Baju batik yang menjadi pakaian adat keraton Yogyakarta menggunakan warna dasar yang terdiri dari dua warna yaitu warna putih dan juga warna hitam. Pinggiran kain yang ada pada batik dengan motif yang berasal dari kota Yogyakarta ini pada bagian pinggiran kainnya dijaga agar tidak menjadi pecah sehingga kemasukan soga, baik untuk batik yang memiliki latar warna hitam atau batik yang berlatar belakang putih. Dalam seni pembuatan batik dikenal ragam hias yang pertama kali digunakan dalam motif baju batik adalah hiasan yang memiliki bentuk geometris yang berbentuk seperti garis yang miring. Garis miring ini sering juga disebut dengan nama lerek. Sementara ragam hias yang lain memiliki bentuk silang atau ceplok dan juga berbentuk kawung. Selain itu ada juga motif batik yang ragam hias nya menggunakan bentuk anyaman dan juga limaran. Batik sejak awal kehadirannya telah menjadi bagian yang tidak dapat dipisahkan dalam kehidupan dan juga keseharian masyarakat Jawa terutama bagi para masyarakat yang ada dalam keraton.

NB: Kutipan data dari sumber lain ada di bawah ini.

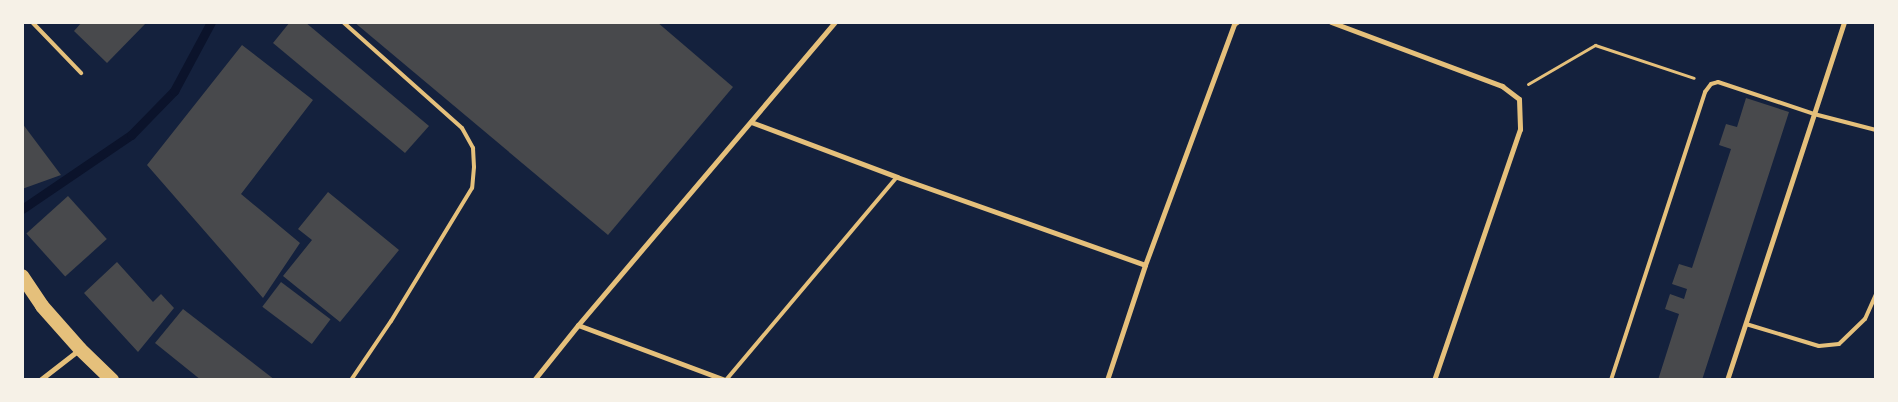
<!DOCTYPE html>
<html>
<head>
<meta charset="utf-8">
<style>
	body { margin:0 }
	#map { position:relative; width:1898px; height:402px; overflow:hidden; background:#14213d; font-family:Jost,sans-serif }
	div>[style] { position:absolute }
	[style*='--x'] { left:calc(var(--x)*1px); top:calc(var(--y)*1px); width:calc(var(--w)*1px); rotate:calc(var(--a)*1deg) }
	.stream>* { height:9px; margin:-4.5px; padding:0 4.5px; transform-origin:4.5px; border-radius:4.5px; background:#0b132b }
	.building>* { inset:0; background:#48494c; transform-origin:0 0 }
	.path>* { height:3px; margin:-1.5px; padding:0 1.5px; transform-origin:1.5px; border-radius:1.5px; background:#e5c07b }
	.service>* { height:4px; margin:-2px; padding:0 2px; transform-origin:2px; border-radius:2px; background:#e5c07b }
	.minor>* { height:5px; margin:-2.5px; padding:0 2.5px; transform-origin:2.5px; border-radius:2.5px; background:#e5c07b }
	.trunk>* { height:14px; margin:-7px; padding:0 7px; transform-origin:7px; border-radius:7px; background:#e5c07b }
	span { translate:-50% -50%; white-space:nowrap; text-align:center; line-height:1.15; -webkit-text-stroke:4px #f6f1e7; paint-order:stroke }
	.frame { position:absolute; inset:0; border:24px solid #f6f1e7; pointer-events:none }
</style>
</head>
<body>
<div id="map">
	<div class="stream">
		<div style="--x:22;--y:209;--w:132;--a:-34.2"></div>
		<div style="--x:131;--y:135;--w:62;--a:-45.7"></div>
		<div style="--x:174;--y:91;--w:78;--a:-61.8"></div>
	</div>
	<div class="building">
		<div style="clip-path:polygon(82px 22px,147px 22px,107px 63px,74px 31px)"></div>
		<div style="clip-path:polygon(290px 22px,305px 22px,429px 126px,405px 153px,273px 43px)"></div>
		<div style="clip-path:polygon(354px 22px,657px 22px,733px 87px,608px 235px)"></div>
		<div style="clip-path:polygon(242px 45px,313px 100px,241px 194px,300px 243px,263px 298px,147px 165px)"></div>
		<div style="clip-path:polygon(1746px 98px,1789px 112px,1702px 380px,1658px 380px,1679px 314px,1665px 309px,1670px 294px,1684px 299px,1687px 289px,1672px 284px,1679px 264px,1692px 268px,1731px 149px,1719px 145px,1726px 124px,1737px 127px)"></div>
		<div style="clip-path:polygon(22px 123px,61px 175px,22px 189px)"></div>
		<div style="clip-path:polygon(328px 192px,399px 250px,340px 322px,283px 276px,312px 240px,298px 229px)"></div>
		<div style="left:68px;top:196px;width:58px;height:56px;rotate:48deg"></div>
		<div style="clip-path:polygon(117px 262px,153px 302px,161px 294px,174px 308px,138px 352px,84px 293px)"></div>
		<div style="left:281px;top:282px;width:62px;height:31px;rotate:37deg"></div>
		<div style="clip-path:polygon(183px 309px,275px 380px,201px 380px,155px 343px)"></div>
	</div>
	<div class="path">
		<div style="--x:1528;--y:84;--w:78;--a:-30.2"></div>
		<div style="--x:1595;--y:45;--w:104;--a:18.4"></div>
	</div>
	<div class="service">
		<div style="--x:32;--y:22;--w:71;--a:46.1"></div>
		<div style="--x:343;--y:22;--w:159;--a:41.7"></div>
		<div style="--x:462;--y:128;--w:23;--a:61"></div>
		<div style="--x:473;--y:148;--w:19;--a:87"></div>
		<div style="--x:474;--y:167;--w:21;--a:95"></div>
		<div style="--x:472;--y:188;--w:156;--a:121.3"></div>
		<div style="--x:391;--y:321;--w:71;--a:124.1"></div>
		<div style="--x:1746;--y:324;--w:76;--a:16.8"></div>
		<div style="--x:1819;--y:346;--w:20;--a:-6"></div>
		<div style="--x:1839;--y:344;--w:36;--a:-44"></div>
		<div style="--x:1865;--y:319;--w:27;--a:-66"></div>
		<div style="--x:726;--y:380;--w:265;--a:-49.9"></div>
		<div style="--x:1611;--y:380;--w:303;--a:-71.9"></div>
		<div style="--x:1705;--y:92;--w:10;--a:-53"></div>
		<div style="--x:1711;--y:84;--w:7;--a:-16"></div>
		<div style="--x:1718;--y:82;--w:101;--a:18.4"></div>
		<div style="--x:1814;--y:114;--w:64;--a:14.5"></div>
	</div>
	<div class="minor">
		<div style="--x:1331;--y:22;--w:183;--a:20.5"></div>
		<div style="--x:1502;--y:86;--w:21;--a:37"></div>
		<div style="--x:1519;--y:99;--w:30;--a:88"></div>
		<div style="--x:1520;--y:129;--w:265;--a:108.9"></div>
		<div style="--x:751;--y:122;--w:156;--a:20.6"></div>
		<div style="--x:897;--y:177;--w:263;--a:19.5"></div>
		<div style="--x:578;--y:325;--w:157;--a:20.5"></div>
		<div style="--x:40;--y:380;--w:51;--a:-37.8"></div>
		<div style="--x:534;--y:380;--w:70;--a:-51.3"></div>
		<div style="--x:578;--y:325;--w:397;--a:-49.7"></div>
		<div style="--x:1107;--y:380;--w:121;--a:-71.7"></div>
		<div style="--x:1145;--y:265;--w:257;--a:-69.7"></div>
		<div style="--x:1234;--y:24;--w:4;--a:-34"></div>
		<div style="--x:1727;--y:380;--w:377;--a:-71.9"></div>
	</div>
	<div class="trunk">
		<div style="--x:22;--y:276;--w:36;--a:56"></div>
		<div style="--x:42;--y:306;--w:57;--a:48.5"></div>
		<div style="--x:80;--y:349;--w:45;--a:44.1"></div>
	</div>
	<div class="frame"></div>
</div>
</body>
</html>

Pemakaian baju batik pada waktu itu memiliki aturan dan juga berbagai macam hal yang harus dipatuhi karena pada batik merupakan busana adat yang memiliki nilai yang tinggi. Dalam hal ini pakaian batik yang dipakai oleh Raja tentu harus lebih baik dan tidak boleh sama dengan pakaian yang dipakai oleh para pegawai keraton yang lebih dikenal dengan sebutan abdi dalem. Selain beberapa aturan pemakaian baju batik, ada pula motif yang dikenal dengan nama motif batik larangan. Peraturan dalam pakaian batik ini sangat tergantung pada keputusan raja yang berkuasa. Setiap raja membuat aturan tersendiri yang terkadang berbeda dengan para pendahulunya mengenai tata cara pemakaian baju batik. Motif baju batik yang menjadi batik larangan diantaranya adalah batik dengan motif parang rusak, motif batik semen ageng sawat grudha dan beberapa motif batik lainnya.
Pemakaian baju batik pada waktu itu memiliki aturan dan juga berbagai macam hal yang harus dipatuhi karena pada batik merupakan busana adat yang memiliki nilai yang tinggi. Dalam hal ini pakaian batik yang dipakai oleh Raja tentu harus lebih baik dan tidak boleh sama dengan pakaian yang dipakai oleh para pegawai keraton yang lebih dikenal dengan sebutan abdi dalem. Selain beberapa aturan pemakaian baju batik, ada pula motif yang dikenal dengan nama motif batik larangan. Peraturan dalam pakaian batik ini sangat tergantung pada keputusan raja yang berkuasa. Setiap raja membuat aturan tersendiri yang terkadang berbeda dengan para pendahulunya mengenai tata cara pemakaian baju batik. Motif baju batik yang menjadi batik larangan diantaranya adalah batik dengan motif parang rusak, motif batik semen ageng sawat grudha dan beberapa motif batik lainnya.